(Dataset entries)
....................

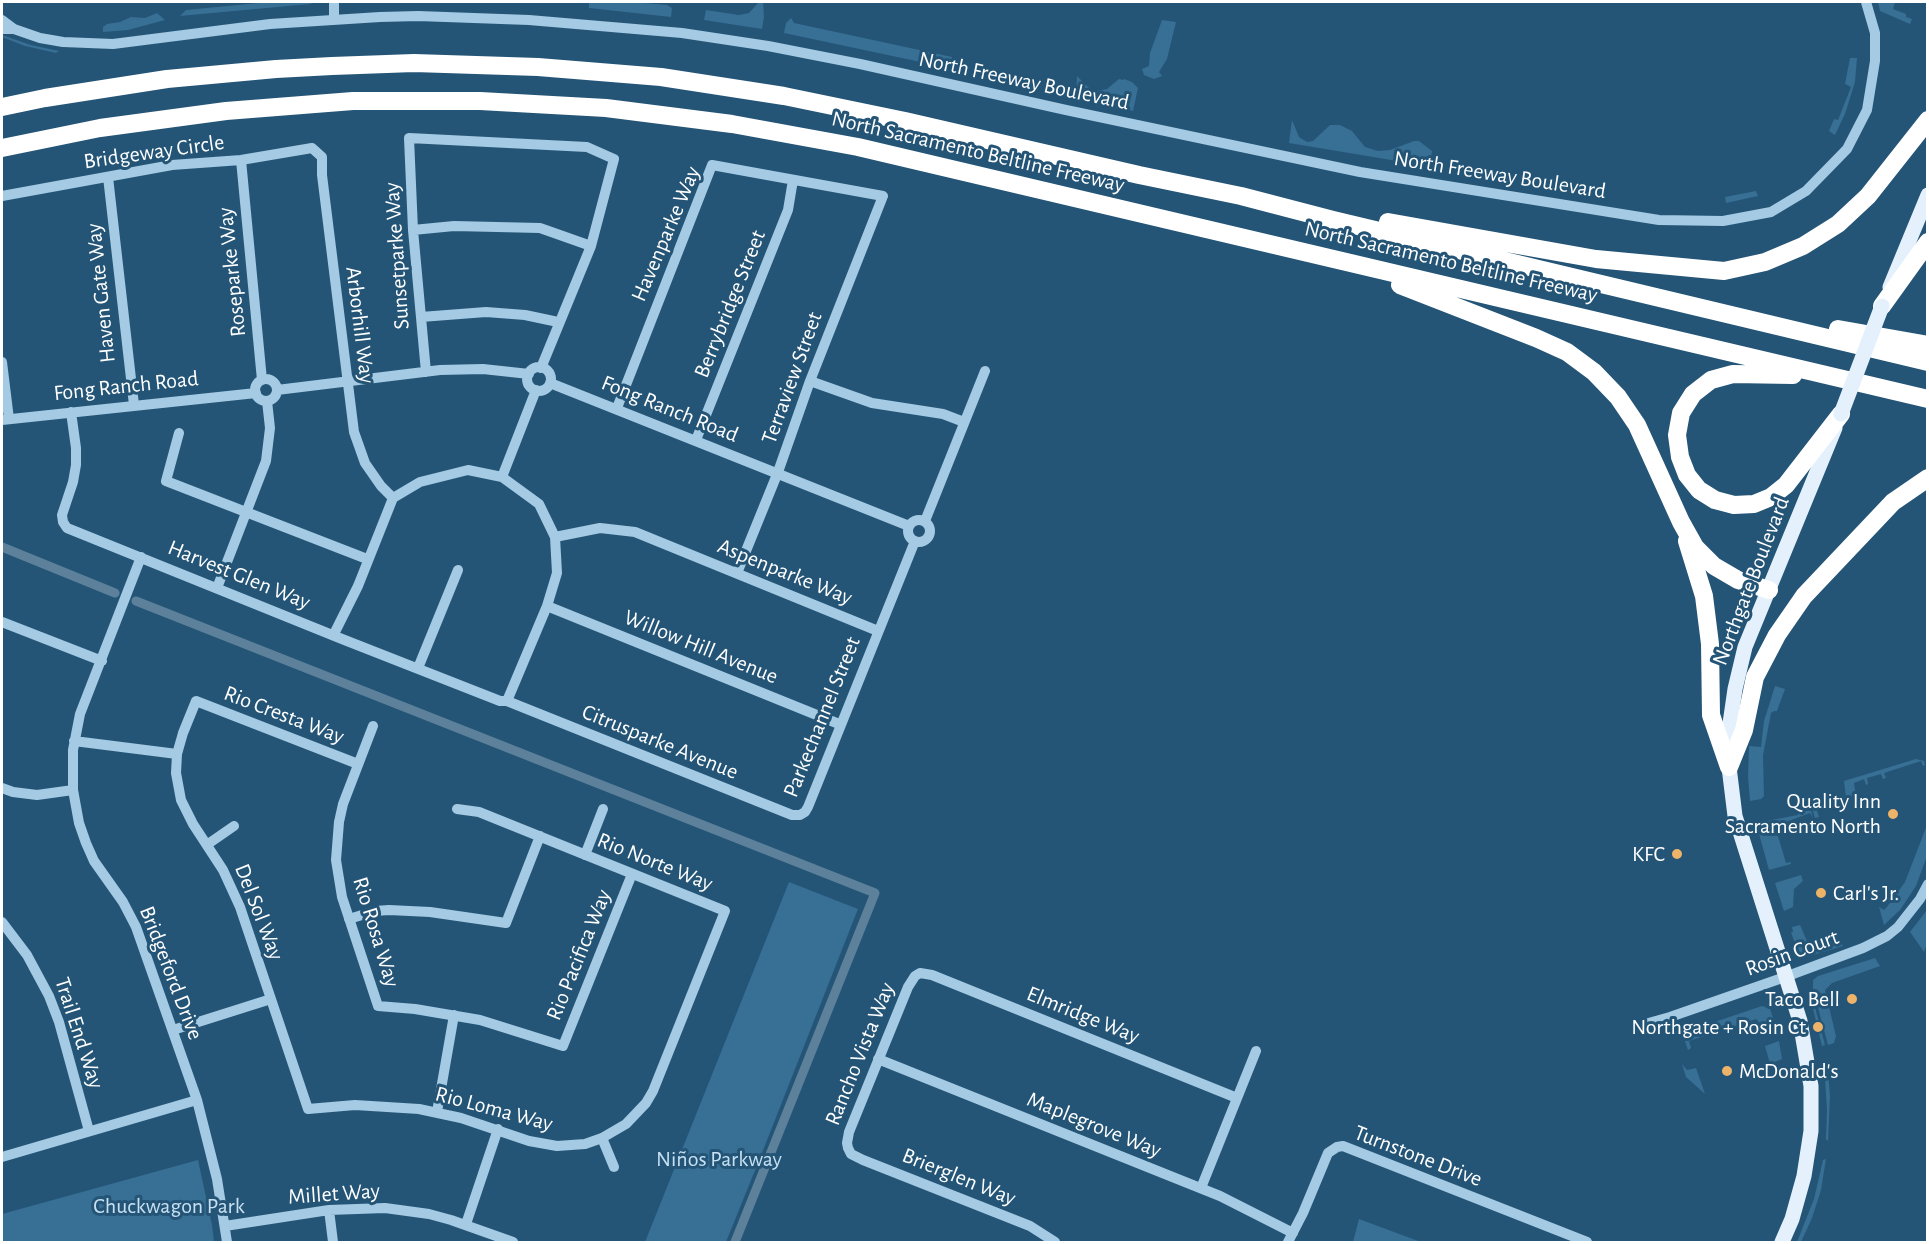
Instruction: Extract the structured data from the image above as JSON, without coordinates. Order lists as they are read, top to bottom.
{
  "streets": {
    "highway": ["North Sacramento Beltline Freeway"],
    "main road": ["Northgate Boulevard"],
    "street": [
      "North Freeway Boulevard",
      "Bridgeway Circle",
      "Havenparke Way",
      "Sunsetparke Way",
      "Roseparke Way",
      "Haven Gate Way",
      "Berrybridge Street",
      "Arborhill Way",
      "Terraview Street",
      "Fong Ranch Road",
      "Aspenparke Way",
      "Harvest Glen Way",
      "Willow Hill Avenue",
      "Rio Cresta Way",
      "Parkechannel Street",
      "Citrusparke Avenue",
      "Rio Norte Way",
      "Del Sol Way",
      "Rio Rosa Way",
      "Rosin Court",
      "Rio Pacifica Way",
      "Bridgeford Drive",
      "Elmridge Way",
      "Trail End Way",
      "Rancho Vista Way",
      "Rio Loma Way",
      "Maplegrove Way",
      "Turnstone Drive",
      "Brierglen Way",
      "Millet Way"
    ]
  },
  "crossings": [
    ["Bridgeway Circle", "Roseparke Way"],
    ["Bridgeway Circle", "Haven Gate Way"],
    ["Bridgeway Circle", "Arborhill Way"],
    ["Havenparke Way", "Berrybridge Street"],
    ["Havenparke Way", "Terraview Street"],
    ["Havenparke Way", "Fong Ranch Road"],
    ["Roseparke Way", "Fong Ranch Road"],
    ["Haven Gate Way", "Fong Ranch Road"],
    ["Berrybridge Street", "Fong Ranch Road"],
    ["Terraview Street", "Fong Ranch Road"],
    ["Terraview Street", "Aspenparke Way"],
    ["Fong Ranch Road", "Harvest Glen Way"],
    ["Aspenparke Way", "Parkechannel Street"],
    ["Harvest Glen Way", "Citrusparke Avenue"],
    ["Harvest Glen Way", "Bridgeford Drive"],
    ["Northgate Boulevard", "Rosin Court"],
    ["Willow Hill Avenue", "Parkechannel Street"],
    ["Rio Cresta Way", "Del Sol Way"],
    ["Rio Cresta Way", "Rio Rosa Way"],
    ["Parkechannel Street", "Citrusparke Avenue"],
    ["Rio Norte Way", "Rio Pacifica Way"],
    ["Rio Norte Way", "Rio Loma Way"],
    ["Del Sol Way", "Rio Loma Way"],
    ["Rio Rosa Way", "Rio Pacifica Way"],
    ["Bridgeford Drive", "Millet Way"],
    ["Elmridge Way", "Rancho Vista Way"],
    ["Rancho Vista Way", "Maplegrove Way"],
    ["Rancho Vista Way", "Brierglen Way"],
    ["Maplegrove Way", "Turnstone Drive"]
  ],
  "parks": ["Niños Parkway", "Chuckwagon Park"],
  "places": [
    "Quality Inn Sacramento North",
    "KFC",
    "Carl's Jr.",
    "Taco Bell",
    "Northgate + Rosin Ct",
    "McDonald's"
  ]
}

....................

Exercise aim: Nothing in the entries above should change when they are printed again, except that the pictures are dropped.

Solution to this task:
Instruction: Extract the structured data from the image above as JSON, without coordinates. Order lists as they are read, top to bottom.
{
  "streets": {
    "highway": ["North Sacramento Beltline Freeway"],
    "main road": ["Northgate Boulevard"],
    "street": [
      "North Freeway Boulevard",
      "Bridgeway Circle",
      "Havenparke Way",
      "Sunsetparke Way",
      "Roseparke Way",
      "Haven Gate Way",
      "Berrybridge Street",
      "Arborhill Way",
      "Terraview Street",
      "Fong Ranch Road",
      "Aspenparke Way",
      "Harvest Glen Way",
      "Willow Hill Avenue",
      "Rio Cresta Way",
      "Parkechannel Street",
      "Citrusparke Avenue",
      "Rio Norte Way",
      "Del Sol Way",
      "Rio Rosa Way",
      "Rosin Court",
      "Rio Pacifica Way",
      "Bridgeford Drive",
      "Elmridge Way",
      "Trail End Way",
      "Rancho Vista Way",
      "Rio Loma Way",
      "Maplegrove Way",
      "Turnstone Drive",
      "Brierglen Way",
      "Millet Way"
    ]
  },
  "crossings": [
    ["Bridgeway Circle", "Roseparke Way"],
    ["Bridgeway Circle", "Haven Gate Way"],
    ["Bridgeway Circle", "Arborhill Way"],
    ["Havenparke Way", "Berrybridge Street"],
    ["Havenparke Way", "Terraview Street"],
    ["Havenparke Way", "Fong Ranch Road"],
    ["Roseparke Way", "Fong Ranch Road"],
    ["Haven Gate Way", "Fong Ranch Road"],
    ["Berrybridge Street", "Fong Ranch Road"],
    ["Terraview Street", "Fong Ranch Road"],
    ["Terraview Street", "Aspenparke Way"],
    ["Fong Ranch Road", "Harvest Glen Way"],
    ["Aspenparke Way", "Parkechannel Street"],
    ["Harvest Glen Way", "Citrusparke Avenue"],
    ["Harvest Glen Way", "Bridgeford Drive"],
    ["Northgate Boulevard", "Rosin Court"],
    ["Willow Hill Avenue", "Parkechannel Street"],
    ["Rio Cresta Way", "Del Sol Way"],
    ["Rio Cresta Way", "Rio Rosa Way"],
    ["Parkechannel Street", "Citrusparke Avenue"],
    ["Rio Norte Way", "Rio Pacifica Way"],
    ["Rio Norte Way", "Rio Loma Way"],
    ["Del Sol Way", "Rio Loma Way"],
    ["Rio Rosa Way", "Rio Pacifica Way"],
    ["Bridgeford Drive", "Millet Way"],
    ["Elmridge Way", "Rancho Vista Way"],
    ["Rancho Vista Way", "Maplegrove Way"],
    ["Rancho Vista Way", "Brierglen Way"],
    ["Maplegrove Way", "Turnstone Drive"]
  ],
  "parks": ["Niños Parkway", "Chuckwagon Park"],
  "places": [
    "Quality Inn Sacramento North",
    "KFC",
    "Carl's Jr.",
    "Taco Bell",
    "Northgate + Rosin Ct",
    "McDonald's"
  ]
}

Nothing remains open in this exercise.